Conoscere meglio la composizione negoziata della crisi d’impresa

La composizione negoziata è precipuamente funzionale all’obiettivo del risanamento diretto in via principale e a quello del risanamento indiretto in via subordinata ed è ispirata al principio della salvaguardia e del recupero della continuità aziendale. L’esito favorevole delle trattative si rileva quando viene individuata una soluzione idonea al superamento delle difficoltà dell’impresa o alla riallocazione efficiente della stessa grazie alla figura dell’esperto.

Nonostante la portata rivoluzionaria dell’istituto, la novità stessa della fenomenologia ha determinato una partenza al rallentatore rispetto alle attese. Le domande di composizione ad oggi, dopo più di cinque mesi di operatività, sono meno di 200 a fronte di un’attesa di almeno il triplo.

Si tratta di implementare una nuova cultura anche perché la peculiarità della figura dell’esperto (che non ha omologhi nel nostro ordinamento) impone di costruire, anche sul piano formativo, una specifica professionalità.  

In questa logica, l’Università Mercatorum è stata la prima, anche per il legame al sistema camerale, a erogare il corso di formazione per gli esperti organizzato a tempo di record prima ancora dell’entrata in vigore della norma e utilizzando il vantaggio competitivo del metodo telematico on demand. Ad oggi infatti a fronte delle poche istanze, gli esperti che hanno completato il loro percorso formativo e si sono iscritti nello speciale albo sono già quasi 2.000.

Dall’esperienza formativa è nata la A.I.E.C.C. (Associazione italiana degli esperti nella composizione della crisi) con l’intento di sviluppare la professionalità, la terzietà e soprattutto l’etica del ruolo, ma al contempo di divulgare tra le imprese la nuova grande opportunità offerta dall’ordinamento. Un organismo che parte dalla formazione per sensibilizzare professionisti e imprenditori sulla nuova frontiera di una gestione negoziata (e anticipata) della crisi e di individuare best practices per gli esperti.
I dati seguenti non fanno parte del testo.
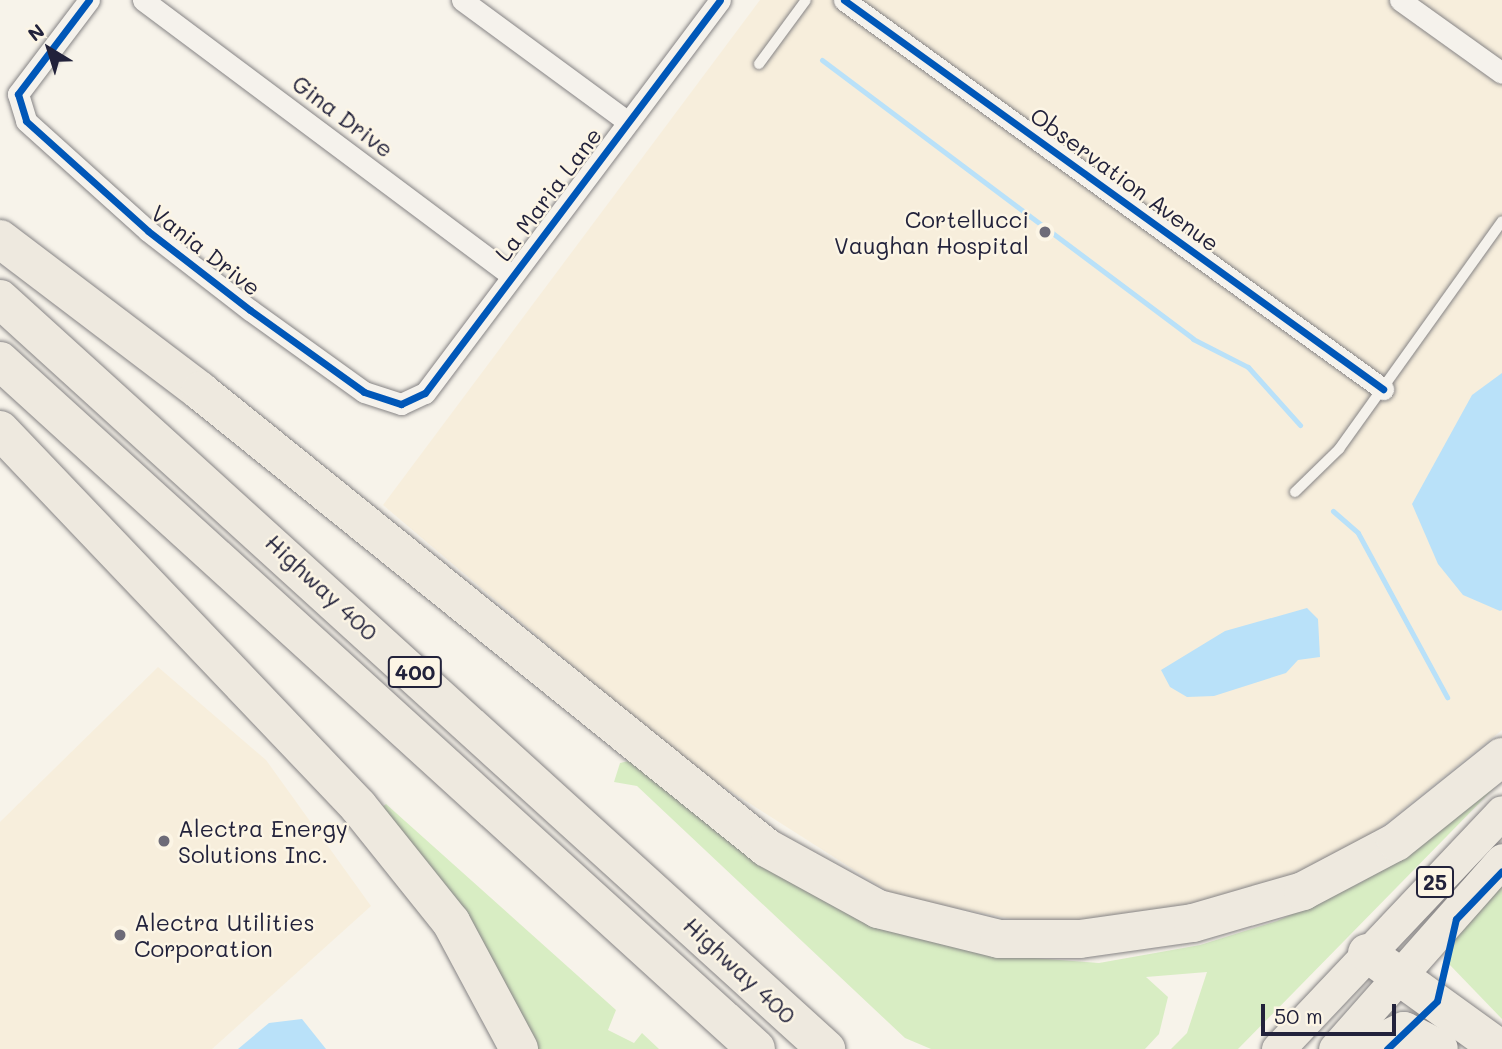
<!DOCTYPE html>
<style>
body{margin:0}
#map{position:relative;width:1502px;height:1049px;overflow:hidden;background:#f7f3ea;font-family:Mali,sans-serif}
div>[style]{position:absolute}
.built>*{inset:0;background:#f7eedc}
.green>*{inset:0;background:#d8edc3}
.water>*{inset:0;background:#b9e1f9}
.stream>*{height:5px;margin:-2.5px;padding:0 2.5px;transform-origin:2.5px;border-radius:2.5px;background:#b9e1f9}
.roads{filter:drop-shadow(0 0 2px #868485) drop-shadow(0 0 2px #868485)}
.service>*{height:10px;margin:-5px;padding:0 5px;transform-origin:5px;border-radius:5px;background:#f5f2ec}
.minor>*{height:21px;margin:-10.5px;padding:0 10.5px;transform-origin:10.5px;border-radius:10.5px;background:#f5f2ec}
.primary>*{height:33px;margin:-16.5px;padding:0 16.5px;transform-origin:16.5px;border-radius:16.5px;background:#eee9df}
.motorway>*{height:38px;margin:-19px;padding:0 19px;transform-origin:19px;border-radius:19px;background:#eee9df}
.cycleway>*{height:7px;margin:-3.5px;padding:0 3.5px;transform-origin:3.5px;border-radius:3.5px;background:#0057b8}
.dots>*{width:19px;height:19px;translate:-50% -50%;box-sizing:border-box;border:4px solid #fcf5e5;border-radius:50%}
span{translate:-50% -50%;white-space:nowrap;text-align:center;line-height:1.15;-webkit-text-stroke:5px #fcf5e5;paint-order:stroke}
.shield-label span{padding:2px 5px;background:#fcf5e5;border:2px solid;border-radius:5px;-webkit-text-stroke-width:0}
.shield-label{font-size:21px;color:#22223b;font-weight:700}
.street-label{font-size:23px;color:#22223b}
.poi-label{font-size:23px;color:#22223b}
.right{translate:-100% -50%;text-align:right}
.left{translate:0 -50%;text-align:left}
.north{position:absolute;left:14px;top:14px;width:70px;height:70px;-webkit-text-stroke:5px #fcf5e5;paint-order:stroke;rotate:322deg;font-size:19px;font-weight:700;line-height:28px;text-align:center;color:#22223b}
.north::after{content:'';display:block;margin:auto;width:24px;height:32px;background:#22223b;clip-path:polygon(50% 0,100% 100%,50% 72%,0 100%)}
.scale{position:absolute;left:1261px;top:1004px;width:135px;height:32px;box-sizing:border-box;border:4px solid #22223b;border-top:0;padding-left:9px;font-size:21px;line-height:24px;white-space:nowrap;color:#22223b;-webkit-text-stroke:5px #fcf5e5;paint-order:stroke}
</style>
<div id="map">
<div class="built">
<div style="clip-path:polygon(760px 0,1502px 0,1502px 730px,1346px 855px,1276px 885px,1149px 921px,1017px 920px,895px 896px,691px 766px,383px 505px)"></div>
<div style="clip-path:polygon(158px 667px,266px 760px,371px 906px,212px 1049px,0 1049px,0 822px)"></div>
</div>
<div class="green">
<div style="clip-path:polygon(633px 760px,770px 868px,1034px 958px,1099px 963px,1200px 945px,1277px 921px,1362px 882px,1498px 784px,1238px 1049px,1171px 1049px,1187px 1033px,1207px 972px,1146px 977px,1168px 997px,1159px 1034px,1145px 1049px,931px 1049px,905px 1038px,637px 786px,614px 782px,620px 763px)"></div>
<div style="clip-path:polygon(386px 804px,616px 1010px,608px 1030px,634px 1043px,642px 1033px,659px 1049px,532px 1049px,379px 810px)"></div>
<div style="clip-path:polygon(1502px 883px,1502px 1019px,1448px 963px,1457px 934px)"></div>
</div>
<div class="water">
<div style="clip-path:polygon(1502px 373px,1502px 610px,1500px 611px,1463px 595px,1438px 564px,1412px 504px,1472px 395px)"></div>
<div style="clip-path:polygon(1307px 608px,1318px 619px,1320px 657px,1298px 660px,1286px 673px,1214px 696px,1187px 697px,1170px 687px,1161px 670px,1225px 631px)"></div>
<div style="clip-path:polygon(302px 1019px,326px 1049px,238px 1049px,269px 1023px)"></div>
</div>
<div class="stream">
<div style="left:822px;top:60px;width:464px;rotate:36.9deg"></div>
<div style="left:1193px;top:339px;width:62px;rotate:27deg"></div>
<div style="left:1248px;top:367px;width:78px;rotate:48.1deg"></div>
<div style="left:1333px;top:511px;width:33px;rotate:41deg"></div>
<div style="left:1358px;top:533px;width:187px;rotate:61.5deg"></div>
</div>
<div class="roads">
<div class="service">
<div style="left:759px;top:64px;width:79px;rotate:-53.7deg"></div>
<div style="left:1295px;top:492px;width:62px;rotate:-44.3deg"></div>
<div style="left:1339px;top:449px;width:280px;rotate:-54.4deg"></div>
</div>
<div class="minor">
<div style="left:89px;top:0;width:118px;rotate:127.1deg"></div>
<div style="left:18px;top:94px;width:28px;rotate:73deg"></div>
<div style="left:26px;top:121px;width:164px;rotate:42deg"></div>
<div style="left:148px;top:231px;width:129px;rotate:37.8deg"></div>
<div style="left:250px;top:310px;width:140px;rotate:35.7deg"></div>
<div style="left:364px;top:392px;width:39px;rotate:18deg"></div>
<div style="left:401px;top:404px;width:26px;rotate:-25deg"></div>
<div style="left:425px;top:393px;width:491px;rotate:-53.1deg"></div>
<div style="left:143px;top:0;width:459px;rotate:36.8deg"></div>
<div style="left:462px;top:0;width:205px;rotate:36.3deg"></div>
<div style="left:844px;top:0;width:665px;rotate:35.82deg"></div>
<div style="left:1400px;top:0;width:125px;rotate:35.6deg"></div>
</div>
<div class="primary">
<div style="left:1278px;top:1049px;width:326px;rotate:-46.6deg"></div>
<div style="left:1335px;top:1049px;width:252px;rotate:-48.5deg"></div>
</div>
<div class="motorway">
<div style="left:0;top:239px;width:251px;rotate:37.2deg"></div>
<div style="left:200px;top:391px;width:728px;rotate:38.87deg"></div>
<div style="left:767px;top:848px;width:127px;rotate:28.8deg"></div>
<div style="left:878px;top:909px;width:125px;rotate:13.9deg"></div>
<div style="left:999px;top:939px;width:81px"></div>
<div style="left:1080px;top:939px;width:114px;rotate:-8.1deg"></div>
<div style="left:1193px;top:923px;width:115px;rotate:-16.2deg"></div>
<div style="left:1303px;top:891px;width:105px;rotate:-27.8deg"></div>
<div style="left:1396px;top:842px;width:136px;rotate:-38.7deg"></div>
<div style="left:0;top:299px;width:1116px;rotate:42.24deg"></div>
<div style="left:0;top:361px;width:1022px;rotate:42.3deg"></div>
<div style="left:0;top:430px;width:519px;rotate:46.4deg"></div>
<div style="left:358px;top:806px;width:149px;rotate:51.3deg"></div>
<div style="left:451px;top:922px;width:144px;rotate:61.8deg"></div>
<div style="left:1367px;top:953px;width:164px;rotate:35.8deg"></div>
<div style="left:1367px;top:1049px;width:41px;rotate:-25.9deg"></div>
<div style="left:1404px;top:1031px;width:39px;rotate:27deg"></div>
</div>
</div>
<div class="cycleway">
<div style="left:89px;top:0;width:118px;rotate:127.1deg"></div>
<div style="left:18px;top:94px;width:28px;rotate:73deg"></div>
<div style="left:26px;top:121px;width:164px;rotate:42deg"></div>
<div style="left:148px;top:231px;width:129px;rotate:37.8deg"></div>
<div style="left:250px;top:310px;width:140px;rotate:35.7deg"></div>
<div style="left:364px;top:392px;width:39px;rotate:18deg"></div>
<div style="left:401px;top:404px;width:26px;rotate:-25deg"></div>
<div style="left:425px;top:393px;width:491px;rotate:-53.1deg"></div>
<div style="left:844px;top:0;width:665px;rotate:35.82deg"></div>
<div style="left:1387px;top:1049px;width:69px;rotate:-43.8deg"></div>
<div style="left:1437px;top:1001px;width:84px;rotate:-77deg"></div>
<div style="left:1456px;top:919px;width:66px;rotate:-46.2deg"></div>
</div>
<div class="dots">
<div style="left:1045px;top:232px;background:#6d6b78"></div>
<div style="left:164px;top:841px;background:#6d6b78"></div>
<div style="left:120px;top:935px;background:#6d6b78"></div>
</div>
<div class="shield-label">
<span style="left:415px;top:672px">400</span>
<span style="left:1435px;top:882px">25</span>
</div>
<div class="street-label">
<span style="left:343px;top:116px;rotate:37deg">Gina Drive</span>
<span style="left:1125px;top:179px;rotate:36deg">Observation Avenue</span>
<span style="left:548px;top:194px;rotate:-53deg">La Maria Lane</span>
<span style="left:206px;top:250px;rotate:38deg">Vania Drive</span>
<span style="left:322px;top:587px;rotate:43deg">Highway 400</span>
<span style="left:740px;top:970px;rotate:43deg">Highway 400</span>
</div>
<div class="poi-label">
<span class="right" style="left:1029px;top:232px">Cortellucci<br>Vaughan Hospital</span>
<span class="left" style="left:178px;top:841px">Alectra Energy<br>Solutions Inc.</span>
<span class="left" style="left:134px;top:935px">Alectra Utilities<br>Corporation</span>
</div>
<div class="north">N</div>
<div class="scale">50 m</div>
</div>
 È decisivo infatti che l’esperto acquisisca consapevolezza nell’esercizio delle funzioni e della centralità sistemica del ruolo, in quanto deve agevolare le trattative tra l’imprenditore, i creditori e gli altri soggetti interessati, al fine dell’individuazione di una soluzione funzionale e non solo strumentale al superamento dello squilibrio patrimoniale o economico-finanziario.

Egli rimane in una posizione di terzietà rispetto alle parti, ivi incluso l’imprenditore, laddove di fatto l’esperto non lo assiste, né si sostituisce alle parti nell’esercizio dell’autonomia privata, avendo unicamente il compito di facilitare le trattative e stimolare gli accordi, operando in modo professionale, imparziale e indipendente, vincolato peraltro dal dovere di riservatezza rispetto alle dichiarazioni rese e alle informazioni acquisite durante le trattative. L’esperto non è tenuto a deporre sul contenuto delle dichiarazioni rese e delle informazioni acquisite nell’esercizio delle sue funzioni, né davanti all’autorità giudiziaria né ad altra autorità, salvo in caso di sua audizione necessaria nell’ambito del procedimento relativo alle misure protettive e cautelari qualora richiesta dall’imprenditore. Una moral suasion sistemica che nasce e che funziona solo e soltanto sulla base dell’autorevolezza e della competenza della figura terza.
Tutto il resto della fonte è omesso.